### Task description
Take from the listing each line that has the string "JSON".

### Records for the task
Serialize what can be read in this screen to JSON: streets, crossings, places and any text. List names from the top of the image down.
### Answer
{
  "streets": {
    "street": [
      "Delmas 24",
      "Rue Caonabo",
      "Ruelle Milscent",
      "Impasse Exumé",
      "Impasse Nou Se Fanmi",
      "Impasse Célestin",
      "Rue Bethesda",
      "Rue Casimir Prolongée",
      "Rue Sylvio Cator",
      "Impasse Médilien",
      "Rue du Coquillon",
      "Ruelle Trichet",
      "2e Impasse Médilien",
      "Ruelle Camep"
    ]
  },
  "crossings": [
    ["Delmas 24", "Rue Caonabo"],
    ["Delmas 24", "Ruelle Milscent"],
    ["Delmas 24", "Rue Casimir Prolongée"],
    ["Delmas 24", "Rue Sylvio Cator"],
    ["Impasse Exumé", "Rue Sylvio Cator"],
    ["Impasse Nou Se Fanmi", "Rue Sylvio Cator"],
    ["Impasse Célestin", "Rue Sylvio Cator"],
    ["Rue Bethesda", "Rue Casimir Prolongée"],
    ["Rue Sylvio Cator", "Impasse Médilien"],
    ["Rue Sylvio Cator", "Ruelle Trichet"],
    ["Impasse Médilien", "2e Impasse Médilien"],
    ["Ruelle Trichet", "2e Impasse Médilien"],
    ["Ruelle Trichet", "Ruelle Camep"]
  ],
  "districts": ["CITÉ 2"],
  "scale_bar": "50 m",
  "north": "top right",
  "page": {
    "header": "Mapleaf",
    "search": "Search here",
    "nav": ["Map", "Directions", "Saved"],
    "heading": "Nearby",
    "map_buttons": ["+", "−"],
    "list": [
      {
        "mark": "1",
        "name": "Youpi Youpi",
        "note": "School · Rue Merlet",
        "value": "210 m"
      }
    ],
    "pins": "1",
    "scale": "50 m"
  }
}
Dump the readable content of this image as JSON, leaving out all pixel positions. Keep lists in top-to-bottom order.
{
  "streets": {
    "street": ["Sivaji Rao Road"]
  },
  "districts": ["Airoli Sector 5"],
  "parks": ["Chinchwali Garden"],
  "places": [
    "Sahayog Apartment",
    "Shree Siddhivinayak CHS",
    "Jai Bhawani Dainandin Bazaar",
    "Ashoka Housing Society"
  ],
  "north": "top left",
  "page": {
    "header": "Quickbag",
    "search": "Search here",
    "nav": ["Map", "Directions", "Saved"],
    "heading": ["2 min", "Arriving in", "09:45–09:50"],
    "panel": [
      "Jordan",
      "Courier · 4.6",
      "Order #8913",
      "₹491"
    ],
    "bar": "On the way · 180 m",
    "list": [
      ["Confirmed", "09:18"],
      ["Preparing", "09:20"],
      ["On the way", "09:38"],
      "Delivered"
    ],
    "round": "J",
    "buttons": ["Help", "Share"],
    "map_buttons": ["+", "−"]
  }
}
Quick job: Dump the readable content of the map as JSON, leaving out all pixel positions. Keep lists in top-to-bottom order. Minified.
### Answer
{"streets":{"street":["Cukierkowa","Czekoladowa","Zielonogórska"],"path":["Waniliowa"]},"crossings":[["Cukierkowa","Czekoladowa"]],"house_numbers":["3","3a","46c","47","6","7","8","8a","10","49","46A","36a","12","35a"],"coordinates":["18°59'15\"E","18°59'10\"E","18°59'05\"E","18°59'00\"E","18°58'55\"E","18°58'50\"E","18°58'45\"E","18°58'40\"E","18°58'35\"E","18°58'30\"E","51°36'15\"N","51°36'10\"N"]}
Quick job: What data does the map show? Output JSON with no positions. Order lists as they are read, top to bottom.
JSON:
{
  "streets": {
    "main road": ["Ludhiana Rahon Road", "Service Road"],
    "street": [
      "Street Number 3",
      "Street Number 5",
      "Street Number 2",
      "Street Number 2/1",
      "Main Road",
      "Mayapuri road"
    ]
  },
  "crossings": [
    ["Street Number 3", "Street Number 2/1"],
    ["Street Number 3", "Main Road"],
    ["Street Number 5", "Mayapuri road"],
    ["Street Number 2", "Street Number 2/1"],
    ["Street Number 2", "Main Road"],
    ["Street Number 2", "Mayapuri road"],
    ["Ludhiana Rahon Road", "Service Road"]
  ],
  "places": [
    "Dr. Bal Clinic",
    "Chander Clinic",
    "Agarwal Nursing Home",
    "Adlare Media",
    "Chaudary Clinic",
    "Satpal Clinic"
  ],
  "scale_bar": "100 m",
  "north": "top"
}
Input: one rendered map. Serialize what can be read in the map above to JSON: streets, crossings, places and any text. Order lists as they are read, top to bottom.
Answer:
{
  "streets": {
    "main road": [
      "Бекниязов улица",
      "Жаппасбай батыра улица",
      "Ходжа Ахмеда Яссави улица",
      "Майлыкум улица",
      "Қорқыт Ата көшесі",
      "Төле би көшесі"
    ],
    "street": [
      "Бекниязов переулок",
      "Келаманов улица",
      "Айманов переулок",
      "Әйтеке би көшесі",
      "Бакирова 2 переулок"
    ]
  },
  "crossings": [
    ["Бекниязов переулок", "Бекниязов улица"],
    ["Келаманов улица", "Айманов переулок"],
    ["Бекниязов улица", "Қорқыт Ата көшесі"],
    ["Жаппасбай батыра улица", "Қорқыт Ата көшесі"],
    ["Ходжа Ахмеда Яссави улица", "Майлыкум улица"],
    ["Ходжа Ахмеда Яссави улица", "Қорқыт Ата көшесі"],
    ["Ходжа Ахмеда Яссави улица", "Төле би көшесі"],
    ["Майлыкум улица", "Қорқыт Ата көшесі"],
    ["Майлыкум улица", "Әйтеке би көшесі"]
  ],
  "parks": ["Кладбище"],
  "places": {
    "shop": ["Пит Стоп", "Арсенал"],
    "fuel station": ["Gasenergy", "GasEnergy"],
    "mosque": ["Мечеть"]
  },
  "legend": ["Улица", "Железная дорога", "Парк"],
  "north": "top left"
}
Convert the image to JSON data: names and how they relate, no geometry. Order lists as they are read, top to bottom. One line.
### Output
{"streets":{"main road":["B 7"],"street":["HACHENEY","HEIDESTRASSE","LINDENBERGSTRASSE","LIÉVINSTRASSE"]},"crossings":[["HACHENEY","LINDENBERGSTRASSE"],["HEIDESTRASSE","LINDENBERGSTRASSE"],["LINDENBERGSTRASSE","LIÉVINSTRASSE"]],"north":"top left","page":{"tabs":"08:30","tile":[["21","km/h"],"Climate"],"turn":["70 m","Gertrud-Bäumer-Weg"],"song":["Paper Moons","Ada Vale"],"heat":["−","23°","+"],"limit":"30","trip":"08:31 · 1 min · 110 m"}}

### Response
Serialize what can be read in this screen to JSON: streets, crossings, places and any text. List names from the top of the image down.
Dump the readable content of this image as JSON, leaving out all pixel positions. Keep lists in top-to-bottom order.
Quick job: Dump the readable content of the map as JSON, leaving out all pixel positions. Keep lists in top-to-bottom order. Minified.
Quick job: What data does the map show? Output JSON with no positions. Order lists as they are read, top to bottom.
JSON:
Input: one rendered map. Serialize what can be read in the map above to JSON: streets, crossings, places and any text. Order lists as they are read, top to bottom.
Convert the image to JSON data: names and how they relate, no geometry. Order lists as they are read, top to bottom. One line.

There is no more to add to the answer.